L'érémitisme en Basse Égypte, premier grand foyer du monachisme, précède de peu le cénobitisme, c'est-à-dire une vie d'ermite mais dans un cadre de communauté, qui est le second foyer se développant en Haute Égypte. Il semble que le vrai fondateur du mode de vie cénobitique soit Pacôme le Grand. Celui-ci pense, en effet, que « la solitude est dangereuse », car elle peut conduire au désespoir ou au suicide : mieux vaut se grouper pour survivre. Les moines sont seuls dans leur cellule et se retrouvent pour les repas. Et finalement, c'est la vie commune qui l'emporte : « si tu tombes et que tu es seul, il n'y aura personne pour te relever ». Au début du IVe siècle, il établit une première communauté à Tabennèse, une île sur le Nil à mi-chemin entre Le Caire et Alexandrie. Il fonde huit autres monastères dans la région au cours de sa vie, totalisant 3 000 moines.
Les moines vivent dans des communautés isolées du monde mais pas les unes des autres. Les bâtiments étaient indépendants, humbles et de petite taille. Selon Sozomène, chaque cellule contenait trois moines. Ils prenaient leur repas dans un réfectoire commun ou dans une salle à manger à 15 heures, heure jusqu'à laquelle ils restaient à jeun. Ils mangeaient en silence, avec leurs capuches si baissées sur leur visage qu'ils ne pouvaient voir rien d'autre que la table au-dessous d'eux. Les moines ne passaient pas leur temps à célébrer des offices religieux ou à étudier les textes : leurs journées étaient essentiellement consacrées au travail manuel.

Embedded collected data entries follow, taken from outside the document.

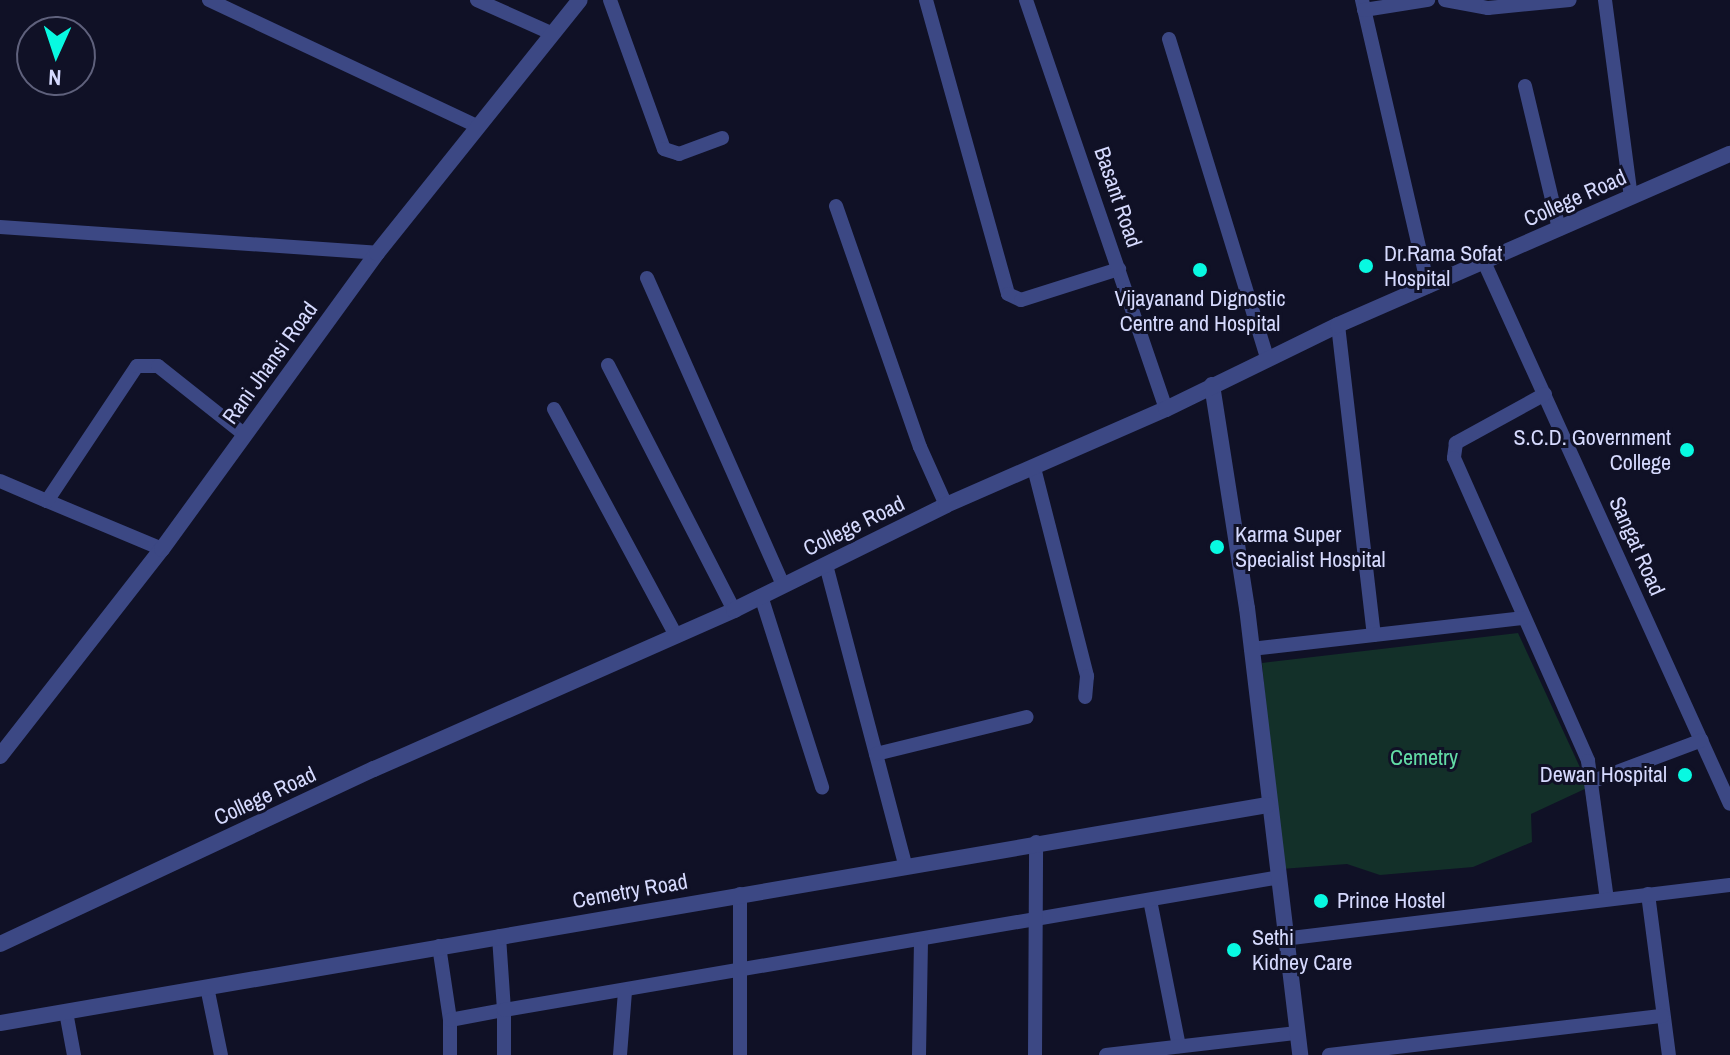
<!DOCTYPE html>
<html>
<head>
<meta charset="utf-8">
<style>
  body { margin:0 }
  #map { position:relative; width:1730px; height:1055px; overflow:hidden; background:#101126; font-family:"Archivo Narrow",sans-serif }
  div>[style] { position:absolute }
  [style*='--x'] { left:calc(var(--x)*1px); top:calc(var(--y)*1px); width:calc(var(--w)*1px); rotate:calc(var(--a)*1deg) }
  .green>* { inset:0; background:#133029 }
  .minor>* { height:14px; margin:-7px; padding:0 7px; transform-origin:7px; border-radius:7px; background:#3c4884 }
  .tertiary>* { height:16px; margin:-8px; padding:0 8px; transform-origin:8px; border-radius:8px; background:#3c4884 }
  .dots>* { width:22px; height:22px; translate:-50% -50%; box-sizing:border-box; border:4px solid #101126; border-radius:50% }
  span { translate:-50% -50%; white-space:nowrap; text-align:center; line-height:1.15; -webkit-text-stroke:6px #101126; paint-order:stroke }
  .street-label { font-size:22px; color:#d6dafe }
  .poi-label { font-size:22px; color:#d6dafe }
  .left { translate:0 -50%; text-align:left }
  .right { translate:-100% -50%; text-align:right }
  .park-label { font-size:22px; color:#63dda6 }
  .north { position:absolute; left:16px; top:16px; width:80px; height:80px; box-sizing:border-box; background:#101126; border:2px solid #5f617c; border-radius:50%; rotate:183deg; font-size:22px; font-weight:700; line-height:32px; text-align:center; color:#d6dafe }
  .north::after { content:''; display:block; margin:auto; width:28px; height:36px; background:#08f9e1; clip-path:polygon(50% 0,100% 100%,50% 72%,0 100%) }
</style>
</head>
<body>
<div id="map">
  <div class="green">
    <div style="clip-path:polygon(1518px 633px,1589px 787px,1531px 814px,1532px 842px,1473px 867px,1380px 875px,1347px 864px,1281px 869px,1262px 663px)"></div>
  </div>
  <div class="minor">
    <div style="--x:209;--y:0;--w:296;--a:25.2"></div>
    <div style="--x:477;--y:0;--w:83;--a:24.1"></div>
    <div style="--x:610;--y:0;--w:158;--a:70.1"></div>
    <div style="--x:664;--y:149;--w:16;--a:18"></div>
    <div style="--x:679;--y:154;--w:46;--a:-20.4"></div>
    <div style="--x:926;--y:0;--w:305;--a:74.4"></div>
    <div style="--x:1008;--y:294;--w:14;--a:25"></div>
    <div style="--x:1021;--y:300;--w:103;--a:-17.6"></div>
    <div style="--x:1026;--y:0;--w:432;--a:71.1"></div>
    <div style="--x:1362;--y:0;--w:294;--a:77"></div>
    <div style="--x:1445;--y:0;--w:44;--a:10.5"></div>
    <div style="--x:1488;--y:8;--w:82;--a:-5.6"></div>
    <div style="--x:1605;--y:0;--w:199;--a:82.5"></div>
    <div style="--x:1364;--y:10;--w:65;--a:-8.9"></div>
    <div style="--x:1169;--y:39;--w:334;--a:72.9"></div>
    <div style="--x:1525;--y:86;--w:147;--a:76.6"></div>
    <div style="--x:836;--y:206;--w:255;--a:70.8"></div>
    <div style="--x:920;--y:447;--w:64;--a:65.9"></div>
    <div style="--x:0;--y:227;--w:378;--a:3.9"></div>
    <div style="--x:1484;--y:262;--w:595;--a:65.59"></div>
    <div style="--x:647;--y:278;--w:336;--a:66.1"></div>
    <div style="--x:1338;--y:325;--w:312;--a:83.4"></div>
    <div style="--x:608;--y:365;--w:276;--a:62.8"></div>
    <div style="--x:1545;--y:394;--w:102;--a:151.2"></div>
    <div style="--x:1456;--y:443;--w:15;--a:98"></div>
    <div style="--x:1454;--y:458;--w:331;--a:66.1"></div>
    <div style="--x:1588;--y:761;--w:139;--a:82.2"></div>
    <div style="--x:554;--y:409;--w:258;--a:61.7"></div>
    <div style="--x:1034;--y:468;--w:215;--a:75.7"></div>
    <div style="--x:1087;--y:676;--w:21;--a:95"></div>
    <div style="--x:0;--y:481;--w:51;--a:23.1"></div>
    <div style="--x:162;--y:549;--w:125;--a:-157.3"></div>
    <div style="--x:47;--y:501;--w:162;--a:-56.3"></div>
    <div style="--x:137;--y:366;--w:21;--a:0"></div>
    <div style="--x:158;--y:366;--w:111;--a:38.4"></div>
    <div style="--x:826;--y:565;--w:310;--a:75.2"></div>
    <div style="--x:761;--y:596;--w:201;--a:72.3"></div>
    <div style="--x:1251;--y:649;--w:275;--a:-6.5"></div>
    <div style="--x:876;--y:754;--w:155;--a:-13.8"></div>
    <div style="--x:1593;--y:781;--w:116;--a:-20.6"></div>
    <div style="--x:1648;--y:894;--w:162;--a:82.6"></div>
    <div style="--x:1150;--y:900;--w:149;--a:78.8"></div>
    <div style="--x:1283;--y:939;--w:450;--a:-6.9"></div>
    <div style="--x:439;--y:946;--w:75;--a:81.5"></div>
    <div style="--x:207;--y:987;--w:69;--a:78.4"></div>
    <div style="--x:66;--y:1012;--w:44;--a:79.5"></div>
    <div style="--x:450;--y:1055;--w:35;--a:-90"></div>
    <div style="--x:450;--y:1020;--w:55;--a:-10.5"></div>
    <div style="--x:504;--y:1010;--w:74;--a:-93.9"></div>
    <div style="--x:504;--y:1055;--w:45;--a:-90"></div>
    <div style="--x:504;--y:1010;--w:782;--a:-9.72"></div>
    <div style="--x:620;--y:1055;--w:64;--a:-85.5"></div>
    <div style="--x:740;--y:1055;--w:161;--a:-90"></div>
    <div style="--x:919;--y:1055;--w:114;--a:-89"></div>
    <div style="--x:1035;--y:1055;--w:213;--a:-89.7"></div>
    <div style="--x:1106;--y:1055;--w:190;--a:-6.6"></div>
    <div style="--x:1329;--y:1055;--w:336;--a:-6.7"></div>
  </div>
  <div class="tertiary">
    <div style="--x:1212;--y:385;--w:226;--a:81.1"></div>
    <div style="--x:1247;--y:608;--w:450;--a:83.2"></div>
    <div style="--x:0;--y:756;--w:263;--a:-52"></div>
    <div style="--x:162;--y:549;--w:366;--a:-54"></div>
    <div style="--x:377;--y:253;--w:324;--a:-51.3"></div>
    <div style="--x:0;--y:944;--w:413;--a:-25.1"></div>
    <div style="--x:374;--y:769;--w:394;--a:-23.8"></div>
    <div style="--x:734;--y:610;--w:237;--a:-26.3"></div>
    <div style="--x:946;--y:505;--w:240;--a:-23.6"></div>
    <div style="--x:1166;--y:409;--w:191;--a:-26"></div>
    <div style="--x:1338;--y:325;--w:428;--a:-23.6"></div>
    <div style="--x:0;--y:1023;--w:1286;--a:-9.76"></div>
  </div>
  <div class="dots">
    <div style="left:1366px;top:266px;background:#08f9e1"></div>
    <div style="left:1200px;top:270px;background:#08f9e1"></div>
    <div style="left:1687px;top:450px;background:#08f9e1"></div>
    <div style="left:1217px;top:547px;background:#08f9e1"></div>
    <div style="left:1685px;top:775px;background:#08f9e1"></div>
    <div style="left:1321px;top:901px;background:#08f9e1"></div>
    <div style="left:1234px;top:950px;background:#08f9e1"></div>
  </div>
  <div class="street-label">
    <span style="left:1118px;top:197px;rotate:71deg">Basant Road</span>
    <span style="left:1575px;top:198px;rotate:-24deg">College Road</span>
    <span style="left:270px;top:363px;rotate:-54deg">Rani Jhansi Road</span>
    <span style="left:854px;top:526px;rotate:-26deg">College Road</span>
    <span style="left:1637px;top:546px;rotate:66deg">Sangat Road</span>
    <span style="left:265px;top:796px;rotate:-25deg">College Road</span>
    <span style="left:630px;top:891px;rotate:-10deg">Cemetry Road</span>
  </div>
  <div class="poi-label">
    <span class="left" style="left:1384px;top:266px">Dr.Rama Sofat<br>Hospital</span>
    <span style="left:1200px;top:311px">Vijayanand Dignostic<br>Centre and Hospital</span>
    <span class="right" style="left:1671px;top:450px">S.C.D. Government<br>College</span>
    <span class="left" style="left:1235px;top:547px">Karma Super<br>Specialist Hospital</span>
    <span class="right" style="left:1667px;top:775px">Dewan Hospital</span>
    <span class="left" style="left:1337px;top:901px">Prince Hostel</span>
    <span class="left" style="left:1252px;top:950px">Sethi<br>Kidney Care</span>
  </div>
  <div class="park-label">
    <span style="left:1424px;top:758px">Cemetry</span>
  </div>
  <div class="north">N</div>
</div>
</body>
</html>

Vers le IVe siècle, Palladius, en visite dans les monastères égyptiens, y trouva environ 300 membres à Panopolis sous la règle de Pacôme, quinze tailleurs, sept forgerons, douze conducteurs de chameaux et quinze tanneurs. Chaque communauté séparée avait son propre oeconomus (économe ou intendant) résidant dans l'établissement principal. Tout le produit du travail des moines lui était confié, puis envoyé à Alexandrie. L'argent récolté par la vente de ces produits permettait d'acheter des boutiques destinées à soutenir financièrement la communauté, les richesses en trop étant distribuées à des fins charitables. Les supérieurs des différents coenobia se rencontraient deux fois par an au monastère principal, sous la présidence d'un archimandrite (« le chef du troupeau », de miandra qui signifie « berger »). Ils devaient en outre, lors de la dernière réunion annuelle, faire le rapport de leur gestion pour l'année passée. Le coenobia de Syrie appartenait à l'institution pâcomienne.

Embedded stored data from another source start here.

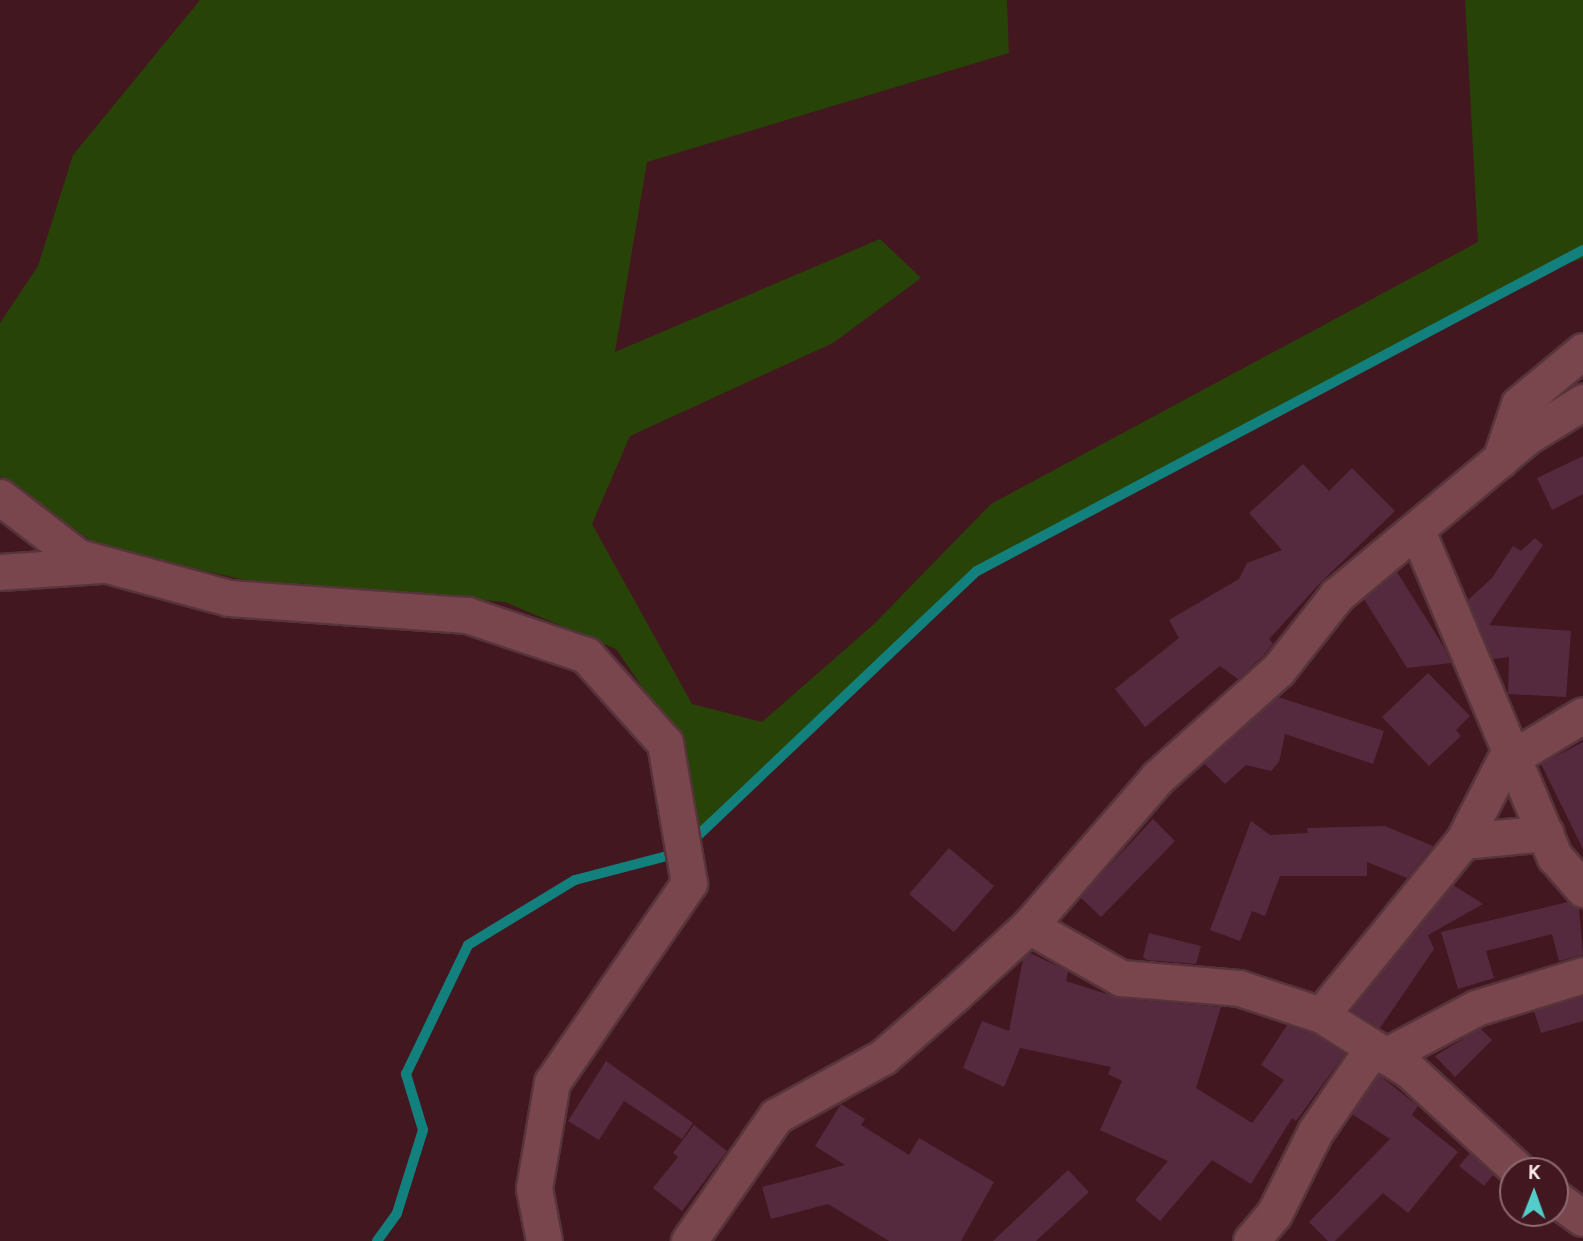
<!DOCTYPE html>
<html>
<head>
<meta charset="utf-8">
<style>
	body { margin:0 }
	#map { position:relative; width:1583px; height:1241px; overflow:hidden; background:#43171f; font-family:Figtree,sans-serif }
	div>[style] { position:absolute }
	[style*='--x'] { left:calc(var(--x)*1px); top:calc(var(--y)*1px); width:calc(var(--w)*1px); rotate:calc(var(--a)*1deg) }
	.green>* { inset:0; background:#274307 }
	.stream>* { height:10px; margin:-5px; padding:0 5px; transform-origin:5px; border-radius:5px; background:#12817e }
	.building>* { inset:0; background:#552a3e }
	.roads { filter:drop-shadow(2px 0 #57343b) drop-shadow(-2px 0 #57343b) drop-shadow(0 2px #57343b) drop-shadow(0 -2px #57343b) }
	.minor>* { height:35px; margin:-17.5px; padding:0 17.5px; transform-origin:17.5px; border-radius:17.5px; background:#78464c }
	span { translate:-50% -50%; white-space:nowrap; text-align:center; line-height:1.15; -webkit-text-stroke:6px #43171f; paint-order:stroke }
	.north { position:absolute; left:1499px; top:1157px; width:70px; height:70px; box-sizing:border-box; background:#43171f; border:2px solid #8d6b71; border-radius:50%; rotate:1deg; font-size:19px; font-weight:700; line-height:28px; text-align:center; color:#fdeaeb }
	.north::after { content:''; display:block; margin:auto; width:24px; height:32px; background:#53cdc9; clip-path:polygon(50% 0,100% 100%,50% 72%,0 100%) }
</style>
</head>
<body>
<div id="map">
	<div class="green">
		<i style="clip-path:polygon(200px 0,1007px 0,1009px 53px,647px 162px,615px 352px,880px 239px,921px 278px,833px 343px,630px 436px,592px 524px,692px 704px,762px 722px,873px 625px,991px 504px,1478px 242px,1465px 0,1583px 0,1583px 259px,1563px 264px,977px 571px,694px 839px,676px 736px,616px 649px,505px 602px,245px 580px,100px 547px,0 476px,0 323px,38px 266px,73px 155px)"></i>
	</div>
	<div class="stream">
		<i style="--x:690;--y:843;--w:395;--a:-43.5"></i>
		<i style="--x:977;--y:571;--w:686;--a:-27.91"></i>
		<i style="--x:377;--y:1241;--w:34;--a:-54"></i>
		<i style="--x:397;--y:1213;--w:87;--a:-72.6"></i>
		<i style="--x:423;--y:1130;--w:59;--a:-106.9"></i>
		<i style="--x:406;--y:1074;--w:143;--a:-64.3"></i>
		<i style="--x:468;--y:945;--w:125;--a:-31.3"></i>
		<i style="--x:575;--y:880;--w:107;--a:-14.6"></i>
	</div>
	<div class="building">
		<i style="clip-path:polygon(1583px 456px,1583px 494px,1552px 510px,1537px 478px)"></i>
		<i style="clip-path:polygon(1303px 464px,1329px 491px,1352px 468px,1395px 511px,1321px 582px,1269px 639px,1273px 644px,1263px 656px,1238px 679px,1220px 666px,1145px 727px,1115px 689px,1179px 638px,1169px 620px,1239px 579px,1247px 563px,1282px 550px,1249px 513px)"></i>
		<i style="clip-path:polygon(1535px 538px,1543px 545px,1489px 625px,1571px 631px,1566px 697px,1508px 694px,1509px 657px,1493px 659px,1468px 600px,1492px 578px,1513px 546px,1521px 551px)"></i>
		<i style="clip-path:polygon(1397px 572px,1444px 647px,1451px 663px,1407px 668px,1364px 599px)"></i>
		<i style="clip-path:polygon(1428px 673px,1470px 716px,1456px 730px,1461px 736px,1429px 766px,1382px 717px)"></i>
		<i style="clip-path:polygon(1278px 697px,1384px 731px,1373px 764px,1285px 734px,1279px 762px,1271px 771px,1246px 765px,1225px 784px,1204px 763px)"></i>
		<i style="clip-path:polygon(1583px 742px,1583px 849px,1541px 764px)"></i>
		<i style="clip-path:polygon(1153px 819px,1175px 841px,1101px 917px,1080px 897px)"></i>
		<i style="clip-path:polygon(1251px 821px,1270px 835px,1308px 833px,1307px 828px,1385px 826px,1433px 846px,1407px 878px,1367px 862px,1367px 876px,1280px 876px,1265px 916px,1252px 911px,1240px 941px,1210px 930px)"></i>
		<i style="clip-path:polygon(949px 848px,994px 886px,954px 932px,909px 894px)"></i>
		<i style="clip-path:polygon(1453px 885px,1483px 904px,1428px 935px,1434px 949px,1380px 1028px,1351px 1010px)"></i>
		<i style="clip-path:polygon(1568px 902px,1579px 908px,1583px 955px,1559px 961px,1552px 934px,1486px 951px,1494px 978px,1458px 989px,1441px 932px)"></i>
		<i style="clip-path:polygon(1149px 933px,1201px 946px,1196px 964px,1147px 960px,1143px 957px)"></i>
		<i style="clip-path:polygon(1030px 953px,1068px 971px,1066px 981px,1119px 998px,1221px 1007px,1196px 1088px,1252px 1123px,1284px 1080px,1261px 1065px,1287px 1025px,1312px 1033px,1345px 1054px,1296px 1121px,1292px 1118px,1251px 1184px,1212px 1160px,1160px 1221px,1135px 1200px,1168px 1161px,1100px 1130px,1122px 1081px,1108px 1074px,1111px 1067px,1020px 1048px,1004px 1087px,963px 1068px,982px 1021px,1009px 1031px,1023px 959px)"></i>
		<i style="clip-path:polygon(1583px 996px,1583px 1021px,1541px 1033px,1534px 1011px)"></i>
		<i style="clip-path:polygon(1480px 1028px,1492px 1040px,1455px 1077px,1435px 1056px)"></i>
		<i style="clip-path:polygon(606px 1061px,693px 1123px,682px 1139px,624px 1101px,599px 1140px,568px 1121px)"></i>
		<i style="clip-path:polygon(1379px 1075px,1418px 1106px,1412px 1115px,1458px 1152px,1408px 1213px,1383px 1193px,1335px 1241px,1328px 1241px,1309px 1222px,1390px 1139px,1352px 1114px)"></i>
		<i style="clip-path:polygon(841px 1104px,865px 1119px,861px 1125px,909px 1155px,919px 1138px,994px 1182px,961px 1241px,889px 1241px,828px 1204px,771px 1219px,762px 1187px,845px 1165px,815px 1146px)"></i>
		<i style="clip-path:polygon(694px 1125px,727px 1151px,682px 1211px,653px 1188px,678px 1157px,673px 1153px)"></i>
		<i style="clip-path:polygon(1470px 1153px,1493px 1175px,1484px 1186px,1459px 1166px)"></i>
		<i style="clip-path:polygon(1068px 1170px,1089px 1192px,1036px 1241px,993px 1241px)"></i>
	</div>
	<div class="roads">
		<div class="minor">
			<i style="--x:1500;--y:460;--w:59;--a:-71.3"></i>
			<i style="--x:1519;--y:404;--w:83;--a:-39.6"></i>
			<i style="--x:0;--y:497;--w:98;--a:37.6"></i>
			<i style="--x:78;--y:557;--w:156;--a:15.2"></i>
			<i style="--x:229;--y:598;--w:239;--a:4.1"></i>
			<i style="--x:467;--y:615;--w:126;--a:18.6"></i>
			<i style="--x:586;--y:655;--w:118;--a:48.1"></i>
			<i style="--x:665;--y:743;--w:142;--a:80.3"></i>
			<i style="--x:689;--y:883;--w:242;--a:124.5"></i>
			<i style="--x:552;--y:1082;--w:108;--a:99.6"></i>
			<i style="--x:534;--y:1188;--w:54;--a:79.3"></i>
			<i style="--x:1417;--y:531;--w:354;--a:67.1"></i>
			<i style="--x:1555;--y:857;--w:43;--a:48.8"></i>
			<i style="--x:0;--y:572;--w:101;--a:-4"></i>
			<i style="--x:1511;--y:748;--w:105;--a:117.3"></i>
			<i style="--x:1463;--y:841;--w:83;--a:-5.5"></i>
			<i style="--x:1515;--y:756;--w:79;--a:-31.1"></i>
			<i style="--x:1029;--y:926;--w:106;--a:29.5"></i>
			<i style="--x:1121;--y:978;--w:118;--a:4.8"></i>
			<i style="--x:1239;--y:988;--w:86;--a:18.2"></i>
			<i style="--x:1321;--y:1015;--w:104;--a:32"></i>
			<i style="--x:1409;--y:1070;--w:149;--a:42.6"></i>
			<i style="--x:1321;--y:1015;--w:225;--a:-50.8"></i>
			<i style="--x:1385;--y:1056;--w:103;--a:-27.8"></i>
			<i style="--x:1476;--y:1008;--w:112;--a:-17.1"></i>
			<i style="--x:1555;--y:1198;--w:34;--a:36"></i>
			<i style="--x:689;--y:1241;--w:152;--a:-55.2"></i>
			<i style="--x:776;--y:1116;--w:122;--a:-28.9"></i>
			<i style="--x:883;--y:1057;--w:96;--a:-41.2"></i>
			<i style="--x:955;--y:994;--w:100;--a:-42.6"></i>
			<i style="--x:1029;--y:926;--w:196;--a:-49.1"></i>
			<i style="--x:1157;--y:778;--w:162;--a:-41.8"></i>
			<i style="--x:1278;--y:670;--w:95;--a:-51.8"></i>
			<i style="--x:1337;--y:595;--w:249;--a:-39.8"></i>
			<i style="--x:1528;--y:436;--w:65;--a:-31.7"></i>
			<i style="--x:1251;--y:1241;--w:35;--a:-50"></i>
			<i style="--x:1274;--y:1214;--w:92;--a:-63.4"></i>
			<i style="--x:1315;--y:1132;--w:102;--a:-55.4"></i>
		</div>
	</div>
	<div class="north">K</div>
</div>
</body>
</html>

Nous avons appris beaucoup de détails concernant les communautés situées dans les environs d'Antioche grâce aux écrits de saint Jean Chrysostome. Les moines y vivaient dans des huttes séparées, les kalbbia, formant un hameau sur les pentes de la montagne. Sujets d'un abbé, ils observaient la règle commune (ils n'avaient pas de réfectoire, mais ils consommaient une nourriture commune limitée à du pain et de l'eau à la fin de la journée de travail, allongés sur de la paille, parfois devant leurs portes). Ils ne se rejoignaient que quatre fois par jour pour prier et réciter des psaumes.
Chenouté, abbé copte des IVe et Ve siècles, joue un grand rôle dans le monachisme copte. Il a eu jusqu'à deux mille moines et mille huit cents moniales sous ses ordres. La légende raconte qu'il aurait tué un moine de sa propre main, pour cause de désobéissance. Chenouté durcit la règle pachomienne, la trouvant trop douce[14]. Sa règle est la première à comporter une promesse écrite d'obéissance[15].
Dès le IVe siècle se développe également un système semi-cénobitique avec les laures en Palestine ou dans le désert de Nitrie.
De même des formes extrêmes d'ascèse dans le désert apparaissent chez les ermites :
Avec le soutien de Justinien Ier, le monachisme prend une grande importance en Orient. Refuge moral, son pouvoir d'attraction est tel qu'il détourne de l'impôt et des fonctions publiques une partie des forces de l'Empire et devient un véritable contre-pouvoir qui se manifestera lors de la crise de l'iconoclasme.
Moines et moniales cherchent leur nourriture spirituelle dans la solitude, le silence, la méditation et la prière, cependant, le déni de la vie urbaine et du Matérialisme ne peut jamais être complet : la nourriture, les habits et les textes restent une forme de possession matérielle.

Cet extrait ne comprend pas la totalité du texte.